We left the zoo and took a walk to Del Seoul, a delicious Korean BBQ joint in the Park West neighborhood of Chicago. We sampled shrimp tacos – which reminded me a lot of the flavors found in Bone Fish Bang Bang Shrimp (a favorite of mine and my sisters) as well as Bibimbop, a hot stone bowl with rice, veggies, steak or chicken, egg, and Kochujiang sauce
With our bellies full and our feet a little achy, we took a car to one of my favorite areas in Chicago – Wrigleyville. In the summer, I don’t think there is any better place to be than at a ball game in iconic Wrigley stadium! (Unless you’re at Great American Ball Park, cheering on the greatest MLB team – The Cincinnati Reds, of course!)
While it was a little early for baseball season (by the way, happy opening day MLB fans!) my sister and I still wanted Andrew to get a glimpse of the historic stadium, as well as take him to one of our favorite joints – Sluggers. Some online reviewers are pretty skeptical and down on Sluggers, but Brittany and I love that you can order a seriously delicious bloody Mary or tall boy at the bar downstairs, then head upstairs for some classic Skeeball, game room hoops, and what they’re most famous for – the indoor batting cages.

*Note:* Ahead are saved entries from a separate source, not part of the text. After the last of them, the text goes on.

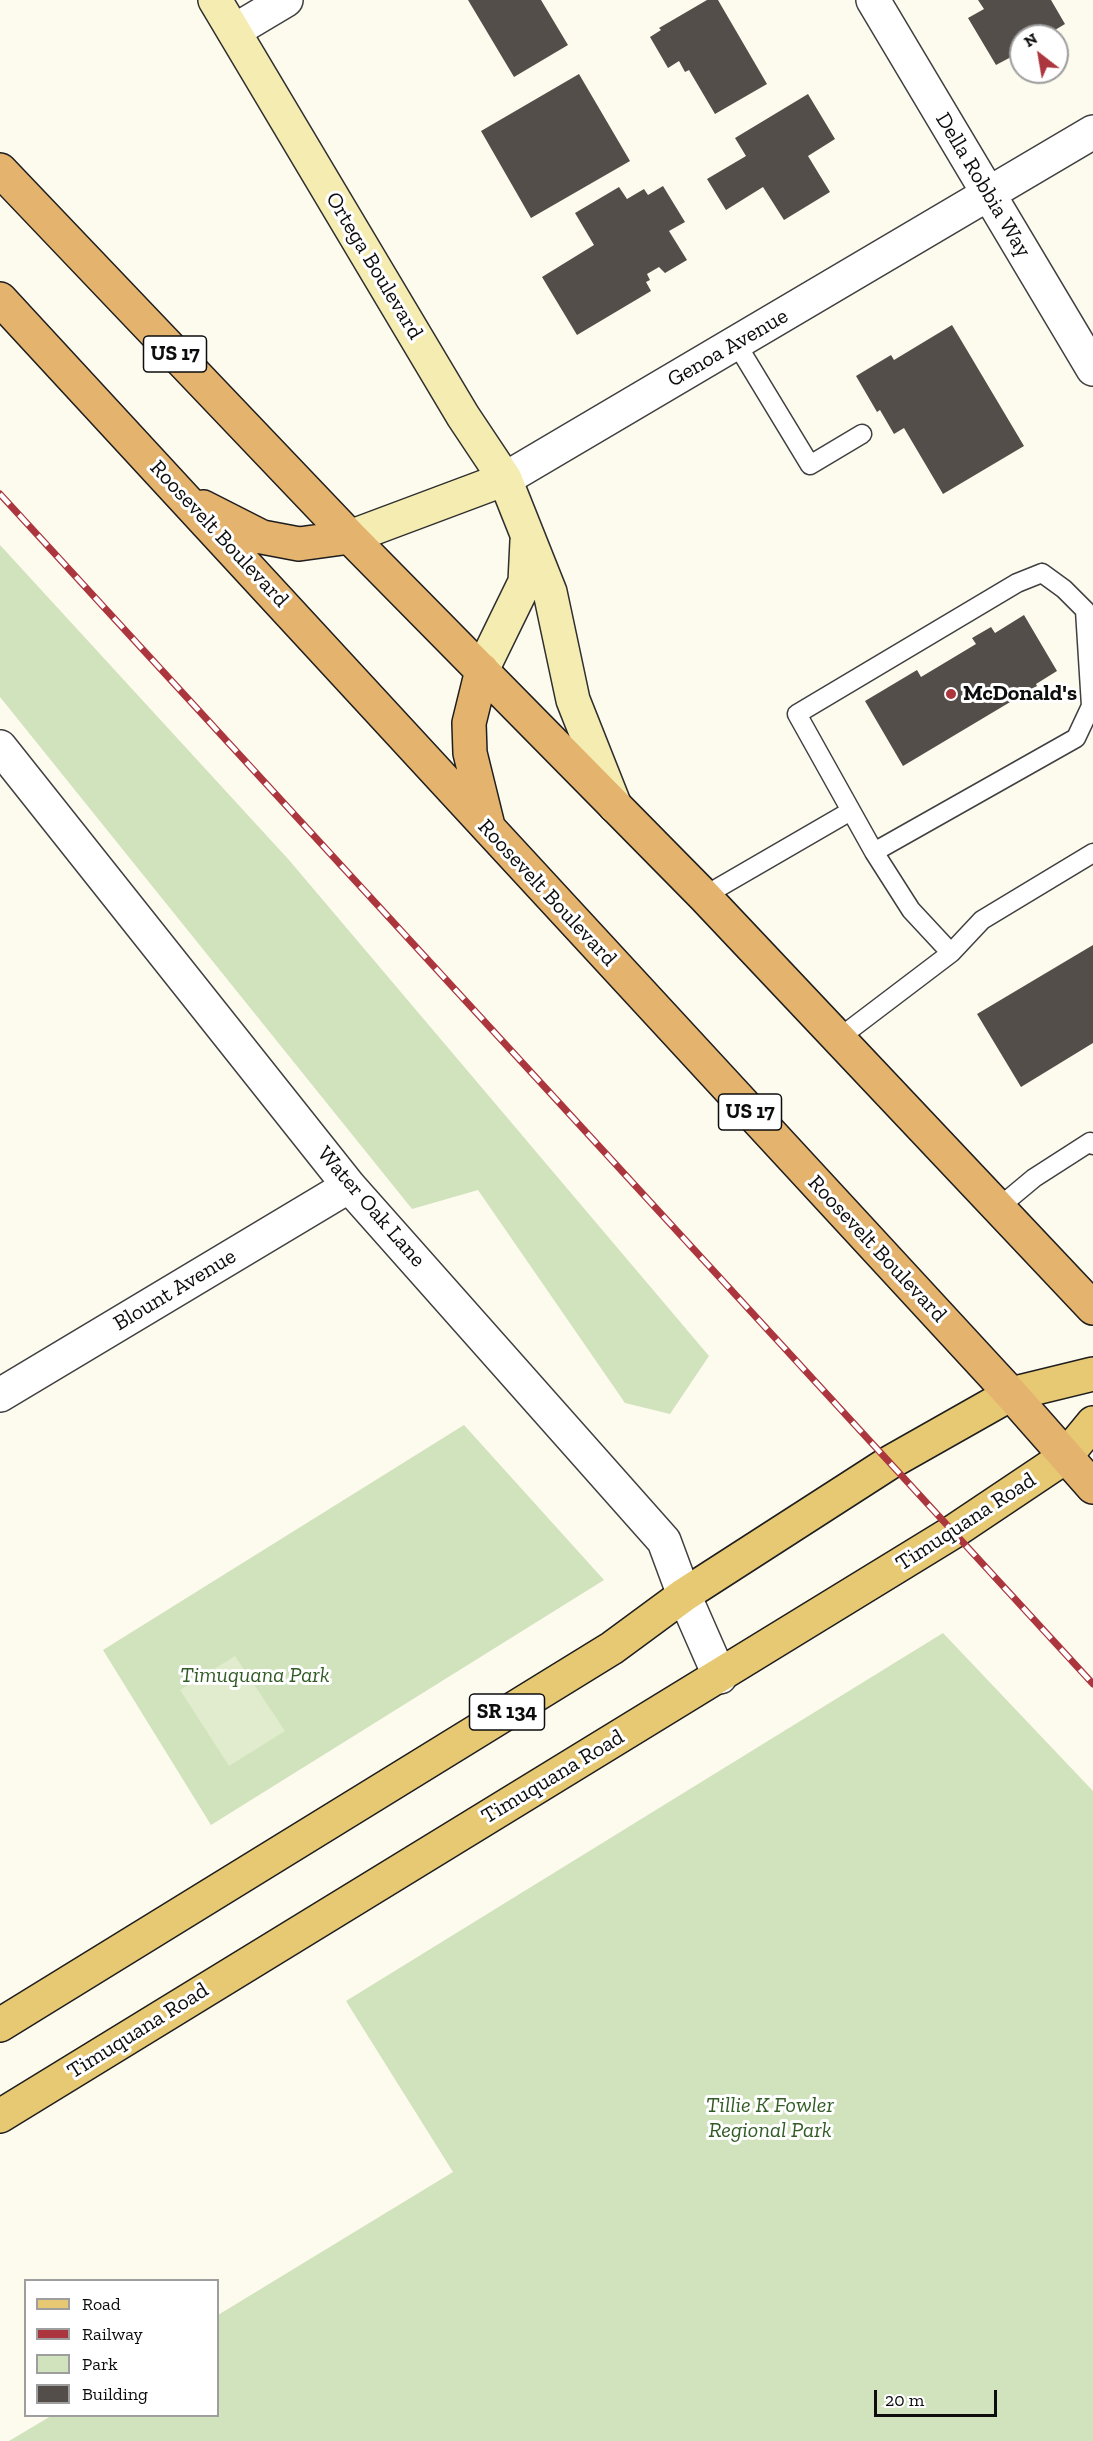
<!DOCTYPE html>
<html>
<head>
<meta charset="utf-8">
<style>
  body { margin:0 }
  #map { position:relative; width:1093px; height:2441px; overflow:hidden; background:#fdfaee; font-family:"Zilla Slab",serif }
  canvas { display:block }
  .legend { position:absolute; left:24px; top:2279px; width:195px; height:138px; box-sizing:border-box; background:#fff; border:2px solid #9e9e9e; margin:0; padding:8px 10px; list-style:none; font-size:18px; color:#0d0d0d }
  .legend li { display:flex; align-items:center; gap:12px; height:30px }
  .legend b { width:30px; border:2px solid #9e9e9e }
  .north { position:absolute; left:1009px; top:24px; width:60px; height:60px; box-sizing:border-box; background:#fff; border:2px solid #9e9e9e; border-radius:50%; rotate:329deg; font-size:16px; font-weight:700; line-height:24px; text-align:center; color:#0d0d0d }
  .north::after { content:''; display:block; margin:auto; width:21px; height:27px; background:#ab363e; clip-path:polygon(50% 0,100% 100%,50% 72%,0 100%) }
  .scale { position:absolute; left:874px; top:2390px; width:123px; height:27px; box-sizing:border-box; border:3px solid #0d0d0d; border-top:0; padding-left:8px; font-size:18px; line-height:21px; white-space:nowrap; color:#0d0d0d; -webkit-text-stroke:4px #fff; paint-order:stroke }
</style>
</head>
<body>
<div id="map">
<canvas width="1093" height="2441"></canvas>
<ul class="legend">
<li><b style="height:8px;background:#e7c974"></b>Road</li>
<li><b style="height:8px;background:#ab363e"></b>Railway</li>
<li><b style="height:16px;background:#d1e3bc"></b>Park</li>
<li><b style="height:16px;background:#544e4a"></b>Building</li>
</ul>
<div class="north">N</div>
<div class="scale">20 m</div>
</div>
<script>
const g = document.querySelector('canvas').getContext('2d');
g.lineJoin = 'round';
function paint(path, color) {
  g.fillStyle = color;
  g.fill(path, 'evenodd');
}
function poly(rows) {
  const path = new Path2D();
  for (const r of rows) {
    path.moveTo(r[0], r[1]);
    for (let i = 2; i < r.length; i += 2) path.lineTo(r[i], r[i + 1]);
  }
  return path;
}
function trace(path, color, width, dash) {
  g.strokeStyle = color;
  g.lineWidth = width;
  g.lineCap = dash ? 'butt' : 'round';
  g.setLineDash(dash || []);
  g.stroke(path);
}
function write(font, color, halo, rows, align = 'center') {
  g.font = font + ' "Zilla Slab",serif';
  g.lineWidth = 6;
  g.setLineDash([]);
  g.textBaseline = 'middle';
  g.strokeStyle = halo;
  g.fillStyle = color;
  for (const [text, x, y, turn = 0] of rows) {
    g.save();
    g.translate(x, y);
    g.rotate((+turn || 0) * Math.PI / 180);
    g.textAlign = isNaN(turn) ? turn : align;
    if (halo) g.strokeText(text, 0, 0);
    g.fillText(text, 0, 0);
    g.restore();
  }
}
paint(poly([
  [0,545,289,860,709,1356,670,1414,625,1403,478,1190,412,1209,0,697],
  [464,1425,604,1580,211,1825,103,1650],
  [943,1633,1093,1791,1093,2441,9,2441,51,2416,218,2416,218,2315,453,2172,346,2001]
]), '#d1e3bc');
paint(poly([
  [235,1656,285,1731,229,1766,180,1690]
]), '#e1ebcd');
paint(poly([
  [468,0,541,0,568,45,514,77],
  [707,0,718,0,767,84,715,114,689,70,685,72,679,61,668,68,650,37,661,30,659,28],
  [978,0,1051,0,1065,24,1045,36,1021,36,1021,59,1015,63,1011,57,996,65,968,18,984,9],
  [579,74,630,161,531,218,481,131],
  [808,94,835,139,808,156,830,192,784,220,763,187,726,210,707,179,746,156,735,138],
  [663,186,685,222,669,231,687,260,665,273,659,267,647,274,650,280,646,282,651,291,577,335,542,277,594,245,575,213,619,187,627,199,644,189,648,195],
  [952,325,1024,446,943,494,904,428,894,434,880,410,877,412,856,376,891,355,894,360],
  [1024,615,1057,671,1036,684,1037,686,903,766,865,701,917,670,921,677,976,644,972,638,991,627,995,633],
  [1093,945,1093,1043,1021,1087,977,1014]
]), '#544e4a');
const service = poly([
  [736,343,810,465,862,434],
  [1042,573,1064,589,1085,610,1091,706,1076,738,874,852,797,714,1017,583,1042,573],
  [704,896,849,812],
  [951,953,982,920,1093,853],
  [839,1038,951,953,911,910,874,852],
  [998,1208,1034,1178,1090,1142,1093,1145]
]);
const minor = poly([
  [873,0,1093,369],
  [234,31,286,0],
  [505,479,1093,132],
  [0,747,349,1186,664,1541,684,1595,720,1677],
  [0,1395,349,1186]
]);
const secondary = poly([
  [215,0,463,416,505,479,550,592,573,700,615,806],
  [350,537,505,479],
  [482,670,525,582,527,541]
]);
const primary = poly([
  [0,2025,612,1648,684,1595,889,1463,1011,1394,1093,1374],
  [0,2116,953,1532,1065,1457,1093,1423]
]);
const trunk = poly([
  [0,170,350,537,704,896,1093,1308],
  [0,299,1011,1394,1093,1487],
  [203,507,262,537,299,544,350,537],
  [482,670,469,723,470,753,488,826]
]);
trace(service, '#404040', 21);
trace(minor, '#404040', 36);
trace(secondary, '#2f2f2f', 36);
trace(primary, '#1e1e1e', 36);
trace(trunk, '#1e1e1e', 36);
trace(service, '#fff', 18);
trace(minor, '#fff', 33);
trace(secondary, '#f5ecb1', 33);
trace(primary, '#e7c974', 33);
trace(trunk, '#e4b36e', 33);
const rail = poly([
  [0,494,1093,1684]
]);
trace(rail, '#ab363e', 7);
trace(rail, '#fff', 4.5, [14]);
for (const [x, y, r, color] of [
  [951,694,6,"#ab363e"]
]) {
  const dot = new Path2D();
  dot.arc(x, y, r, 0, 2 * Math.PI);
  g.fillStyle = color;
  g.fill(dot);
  trace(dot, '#fff', 2);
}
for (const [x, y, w] of [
  [175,354,63],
  [750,1112,63],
  [507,1712,75]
]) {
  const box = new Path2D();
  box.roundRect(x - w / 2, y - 18, w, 36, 4.5);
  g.fillStyle = '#fff';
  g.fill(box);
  trace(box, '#0d0d0d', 1.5);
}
write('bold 21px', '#0d0d0d', null, [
  ["US 17",175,354],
  ["US 17",750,1112],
  ["SR 134",507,1712]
]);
write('22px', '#0d0d0d', '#fff', [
  ["Della Robbia Way",983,185,59],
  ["Ortega Boulevard",374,266,59],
  ["Genoa Avenue",728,348,-30],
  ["Roosevelt Boulevard",219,534,47],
  ["Roosevelt Boulevard",547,893,47],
  ["Water Oak Lane",371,1207,49],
  ["Roosevelt Boulevard",877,1249,47],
  ["Blount Avenue",175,1290,-31],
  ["Timuquana Road",966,1522,-33],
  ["Timuquana Road",553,1777,-31],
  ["Timuquana Road",138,2031,-32]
]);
write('bold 22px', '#0d0d0d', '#fff', [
  ["McDonald's",963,694]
], 'left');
write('italic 22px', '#325c25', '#fff', [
  ["Timuquana Park",255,1676],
  ["Tillie K Fowler",770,2106],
  ["Regional Park",770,2131]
]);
</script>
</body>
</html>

We all had a round in the cages.
Before I knew it Andrew and I were on a plane back to NYC. It was so great to visit with my sister and finally get to be a part of the famous St. Paddy’s celebration in Chicago! I even got to see one of my best friends and college roommates during the trip – an unexpected bonus! I love NYC, but I’ll be back to Chicago in no time – you can count on that!